Check every line of the data below for "search". Copy each one that has it.

---------- MATERIAL PROVIDED ----------

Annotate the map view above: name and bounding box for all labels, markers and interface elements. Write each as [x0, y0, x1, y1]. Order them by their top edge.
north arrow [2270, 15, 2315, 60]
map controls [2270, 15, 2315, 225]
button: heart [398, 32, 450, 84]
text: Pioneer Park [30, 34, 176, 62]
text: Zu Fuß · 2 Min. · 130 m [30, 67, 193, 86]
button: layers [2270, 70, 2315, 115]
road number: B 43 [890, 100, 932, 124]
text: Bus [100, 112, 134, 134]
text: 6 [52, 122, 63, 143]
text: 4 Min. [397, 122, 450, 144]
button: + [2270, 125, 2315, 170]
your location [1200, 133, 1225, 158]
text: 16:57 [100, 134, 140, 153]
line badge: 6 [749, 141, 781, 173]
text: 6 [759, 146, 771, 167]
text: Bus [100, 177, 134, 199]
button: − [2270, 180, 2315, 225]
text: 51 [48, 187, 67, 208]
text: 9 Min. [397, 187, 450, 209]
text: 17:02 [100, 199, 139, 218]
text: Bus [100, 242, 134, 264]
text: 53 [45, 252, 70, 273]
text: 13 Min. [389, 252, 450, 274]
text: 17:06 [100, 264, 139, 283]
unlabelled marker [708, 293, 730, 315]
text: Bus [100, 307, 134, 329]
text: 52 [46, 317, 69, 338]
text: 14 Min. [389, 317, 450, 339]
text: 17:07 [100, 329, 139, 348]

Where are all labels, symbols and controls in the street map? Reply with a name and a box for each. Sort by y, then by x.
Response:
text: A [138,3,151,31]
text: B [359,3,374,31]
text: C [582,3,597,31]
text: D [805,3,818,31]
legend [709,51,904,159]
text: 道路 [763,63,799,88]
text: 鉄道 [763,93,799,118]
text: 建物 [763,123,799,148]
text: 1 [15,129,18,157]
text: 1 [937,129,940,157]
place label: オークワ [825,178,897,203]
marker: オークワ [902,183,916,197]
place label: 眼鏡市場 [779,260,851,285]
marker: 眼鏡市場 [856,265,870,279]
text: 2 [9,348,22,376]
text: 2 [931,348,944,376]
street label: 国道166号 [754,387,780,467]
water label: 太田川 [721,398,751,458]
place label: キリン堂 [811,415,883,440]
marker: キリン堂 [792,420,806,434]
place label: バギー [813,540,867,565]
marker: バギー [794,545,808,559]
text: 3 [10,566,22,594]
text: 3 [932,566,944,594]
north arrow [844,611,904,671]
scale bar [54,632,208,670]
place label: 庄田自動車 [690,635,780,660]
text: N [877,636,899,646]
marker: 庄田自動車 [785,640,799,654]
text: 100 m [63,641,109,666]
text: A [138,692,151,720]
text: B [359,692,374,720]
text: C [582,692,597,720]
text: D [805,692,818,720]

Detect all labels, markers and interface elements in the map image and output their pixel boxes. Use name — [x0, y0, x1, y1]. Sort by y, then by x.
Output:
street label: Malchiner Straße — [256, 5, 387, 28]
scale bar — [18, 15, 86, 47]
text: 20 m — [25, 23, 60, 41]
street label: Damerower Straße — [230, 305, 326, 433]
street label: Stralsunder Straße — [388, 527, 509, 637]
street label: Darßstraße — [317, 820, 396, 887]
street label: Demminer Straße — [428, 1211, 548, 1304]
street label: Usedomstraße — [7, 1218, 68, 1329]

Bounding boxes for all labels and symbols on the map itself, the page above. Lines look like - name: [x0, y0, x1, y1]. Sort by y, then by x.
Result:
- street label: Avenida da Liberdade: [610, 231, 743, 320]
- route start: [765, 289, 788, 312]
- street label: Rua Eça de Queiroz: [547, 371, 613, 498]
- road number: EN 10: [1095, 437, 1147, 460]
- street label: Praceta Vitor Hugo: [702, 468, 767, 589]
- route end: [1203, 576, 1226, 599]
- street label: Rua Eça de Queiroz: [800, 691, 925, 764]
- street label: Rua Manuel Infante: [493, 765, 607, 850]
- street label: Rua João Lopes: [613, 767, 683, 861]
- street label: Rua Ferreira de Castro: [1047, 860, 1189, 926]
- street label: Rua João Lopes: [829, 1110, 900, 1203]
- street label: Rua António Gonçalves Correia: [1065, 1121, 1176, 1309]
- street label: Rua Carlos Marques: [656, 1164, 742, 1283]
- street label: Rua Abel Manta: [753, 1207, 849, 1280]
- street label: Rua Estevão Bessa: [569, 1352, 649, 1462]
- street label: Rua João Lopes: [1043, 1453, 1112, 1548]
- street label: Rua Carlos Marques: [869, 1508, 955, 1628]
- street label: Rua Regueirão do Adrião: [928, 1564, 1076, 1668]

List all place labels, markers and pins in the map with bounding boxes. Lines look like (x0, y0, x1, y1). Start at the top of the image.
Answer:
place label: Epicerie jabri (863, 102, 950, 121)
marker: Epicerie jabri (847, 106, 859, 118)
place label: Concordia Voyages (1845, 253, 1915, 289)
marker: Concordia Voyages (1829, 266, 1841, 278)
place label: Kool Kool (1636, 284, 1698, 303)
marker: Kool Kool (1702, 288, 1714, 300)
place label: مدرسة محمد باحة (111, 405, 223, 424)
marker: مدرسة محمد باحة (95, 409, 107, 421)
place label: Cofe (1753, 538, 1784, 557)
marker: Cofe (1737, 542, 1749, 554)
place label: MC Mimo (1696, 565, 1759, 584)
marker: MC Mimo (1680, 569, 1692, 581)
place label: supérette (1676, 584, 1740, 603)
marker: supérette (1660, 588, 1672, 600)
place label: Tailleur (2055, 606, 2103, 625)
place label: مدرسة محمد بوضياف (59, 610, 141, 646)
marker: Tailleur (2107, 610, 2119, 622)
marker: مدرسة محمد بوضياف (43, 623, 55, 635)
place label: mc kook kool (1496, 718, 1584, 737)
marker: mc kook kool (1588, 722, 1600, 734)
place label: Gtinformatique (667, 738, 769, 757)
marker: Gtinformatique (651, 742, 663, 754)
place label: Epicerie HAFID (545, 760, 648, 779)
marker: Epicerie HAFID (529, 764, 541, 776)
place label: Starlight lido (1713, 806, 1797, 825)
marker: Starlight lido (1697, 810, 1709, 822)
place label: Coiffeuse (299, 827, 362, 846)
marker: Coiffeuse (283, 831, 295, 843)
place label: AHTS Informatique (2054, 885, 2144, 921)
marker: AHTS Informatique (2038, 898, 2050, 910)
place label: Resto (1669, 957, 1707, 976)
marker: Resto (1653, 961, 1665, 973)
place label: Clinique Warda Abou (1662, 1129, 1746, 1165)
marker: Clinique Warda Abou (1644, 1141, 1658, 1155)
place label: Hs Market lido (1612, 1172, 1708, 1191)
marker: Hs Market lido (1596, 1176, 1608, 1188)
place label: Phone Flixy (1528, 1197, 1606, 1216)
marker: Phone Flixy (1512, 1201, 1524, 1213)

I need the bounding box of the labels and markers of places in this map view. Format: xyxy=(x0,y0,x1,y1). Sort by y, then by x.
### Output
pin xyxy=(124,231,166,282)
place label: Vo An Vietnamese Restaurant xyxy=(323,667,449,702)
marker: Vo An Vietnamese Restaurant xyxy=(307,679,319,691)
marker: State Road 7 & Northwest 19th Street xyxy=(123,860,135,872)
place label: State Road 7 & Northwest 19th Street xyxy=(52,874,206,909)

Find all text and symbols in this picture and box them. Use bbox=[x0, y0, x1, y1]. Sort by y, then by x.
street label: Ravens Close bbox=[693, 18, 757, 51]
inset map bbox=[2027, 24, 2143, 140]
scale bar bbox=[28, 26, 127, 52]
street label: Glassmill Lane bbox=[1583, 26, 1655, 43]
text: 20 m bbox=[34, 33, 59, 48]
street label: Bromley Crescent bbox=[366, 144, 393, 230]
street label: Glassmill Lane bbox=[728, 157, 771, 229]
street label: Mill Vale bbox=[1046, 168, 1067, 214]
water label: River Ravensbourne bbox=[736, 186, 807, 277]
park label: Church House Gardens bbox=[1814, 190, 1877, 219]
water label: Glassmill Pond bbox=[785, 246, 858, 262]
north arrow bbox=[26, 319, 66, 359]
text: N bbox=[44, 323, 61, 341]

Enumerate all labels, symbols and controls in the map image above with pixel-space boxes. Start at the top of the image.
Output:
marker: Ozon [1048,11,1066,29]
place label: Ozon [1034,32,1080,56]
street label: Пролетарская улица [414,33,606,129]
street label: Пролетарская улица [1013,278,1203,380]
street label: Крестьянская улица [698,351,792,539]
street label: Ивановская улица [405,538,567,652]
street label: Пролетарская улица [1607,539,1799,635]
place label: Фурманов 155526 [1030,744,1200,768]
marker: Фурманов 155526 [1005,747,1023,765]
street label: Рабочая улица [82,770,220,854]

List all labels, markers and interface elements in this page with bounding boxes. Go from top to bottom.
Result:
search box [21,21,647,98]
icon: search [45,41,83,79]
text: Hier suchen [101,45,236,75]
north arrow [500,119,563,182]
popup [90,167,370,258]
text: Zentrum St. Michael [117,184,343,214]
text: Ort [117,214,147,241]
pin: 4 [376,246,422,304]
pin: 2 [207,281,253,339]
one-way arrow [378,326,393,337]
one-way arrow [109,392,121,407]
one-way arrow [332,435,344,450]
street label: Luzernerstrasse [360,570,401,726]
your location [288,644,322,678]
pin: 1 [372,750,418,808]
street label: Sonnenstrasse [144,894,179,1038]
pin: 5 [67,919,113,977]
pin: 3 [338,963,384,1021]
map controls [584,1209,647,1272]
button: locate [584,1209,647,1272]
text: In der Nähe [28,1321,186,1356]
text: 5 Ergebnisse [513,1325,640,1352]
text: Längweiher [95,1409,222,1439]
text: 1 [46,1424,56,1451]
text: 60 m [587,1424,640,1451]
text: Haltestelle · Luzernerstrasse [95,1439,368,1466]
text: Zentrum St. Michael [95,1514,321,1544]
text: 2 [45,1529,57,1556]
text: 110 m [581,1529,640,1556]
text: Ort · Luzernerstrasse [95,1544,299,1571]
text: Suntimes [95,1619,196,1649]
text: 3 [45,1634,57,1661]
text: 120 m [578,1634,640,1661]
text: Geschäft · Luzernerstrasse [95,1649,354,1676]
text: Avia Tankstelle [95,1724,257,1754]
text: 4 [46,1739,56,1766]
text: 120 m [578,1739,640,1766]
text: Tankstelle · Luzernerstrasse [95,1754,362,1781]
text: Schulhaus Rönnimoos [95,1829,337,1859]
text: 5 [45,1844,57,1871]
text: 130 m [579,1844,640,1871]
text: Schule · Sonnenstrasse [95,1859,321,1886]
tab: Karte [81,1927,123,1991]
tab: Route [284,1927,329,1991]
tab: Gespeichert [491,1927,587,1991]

----------

EXERCISE OUTPUT:
search box [21,21,647,98]
icon: search [45,41,83,79]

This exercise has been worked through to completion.